▶ _PROBLEM DETAILS_:
Copy out each line of the data holding "Piscina".

▶ _AVAILABLE DATA_:
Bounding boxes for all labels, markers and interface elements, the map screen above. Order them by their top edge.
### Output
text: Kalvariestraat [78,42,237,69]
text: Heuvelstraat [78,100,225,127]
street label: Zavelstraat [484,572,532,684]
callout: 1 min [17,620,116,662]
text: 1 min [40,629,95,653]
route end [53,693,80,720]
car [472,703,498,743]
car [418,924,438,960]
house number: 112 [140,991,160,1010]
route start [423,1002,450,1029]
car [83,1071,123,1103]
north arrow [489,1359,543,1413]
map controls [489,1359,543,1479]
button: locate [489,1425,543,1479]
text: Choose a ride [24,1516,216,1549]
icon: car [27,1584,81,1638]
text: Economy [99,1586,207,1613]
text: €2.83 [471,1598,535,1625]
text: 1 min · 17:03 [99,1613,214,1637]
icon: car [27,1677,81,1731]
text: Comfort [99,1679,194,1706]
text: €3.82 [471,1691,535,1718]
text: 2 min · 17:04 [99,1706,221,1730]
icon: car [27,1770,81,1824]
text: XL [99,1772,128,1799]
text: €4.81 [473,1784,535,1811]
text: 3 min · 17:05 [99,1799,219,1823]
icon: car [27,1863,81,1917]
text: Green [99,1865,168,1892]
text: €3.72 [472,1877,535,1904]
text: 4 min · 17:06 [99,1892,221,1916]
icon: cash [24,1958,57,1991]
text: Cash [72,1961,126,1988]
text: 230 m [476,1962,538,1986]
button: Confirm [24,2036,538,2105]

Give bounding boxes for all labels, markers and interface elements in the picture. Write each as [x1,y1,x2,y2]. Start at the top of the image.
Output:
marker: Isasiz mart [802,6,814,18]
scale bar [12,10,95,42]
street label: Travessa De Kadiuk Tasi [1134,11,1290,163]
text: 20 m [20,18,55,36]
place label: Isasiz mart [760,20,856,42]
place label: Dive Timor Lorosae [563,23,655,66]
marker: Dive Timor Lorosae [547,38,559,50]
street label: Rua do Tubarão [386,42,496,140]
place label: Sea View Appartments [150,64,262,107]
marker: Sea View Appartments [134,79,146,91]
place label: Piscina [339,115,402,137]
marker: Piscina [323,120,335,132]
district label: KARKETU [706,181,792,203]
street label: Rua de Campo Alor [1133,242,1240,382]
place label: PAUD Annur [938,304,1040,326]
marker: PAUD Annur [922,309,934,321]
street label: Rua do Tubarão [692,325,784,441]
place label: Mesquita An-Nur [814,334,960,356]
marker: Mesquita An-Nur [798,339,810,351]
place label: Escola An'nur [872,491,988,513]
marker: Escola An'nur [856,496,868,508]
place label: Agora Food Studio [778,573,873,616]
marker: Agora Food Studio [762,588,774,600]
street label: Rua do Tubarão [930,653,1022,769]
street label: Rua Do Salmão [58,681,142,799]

▶ _ANSWER BOX_:
place label: Piscina [339,115,402,137]
marker: Piscina [323,120,335,132]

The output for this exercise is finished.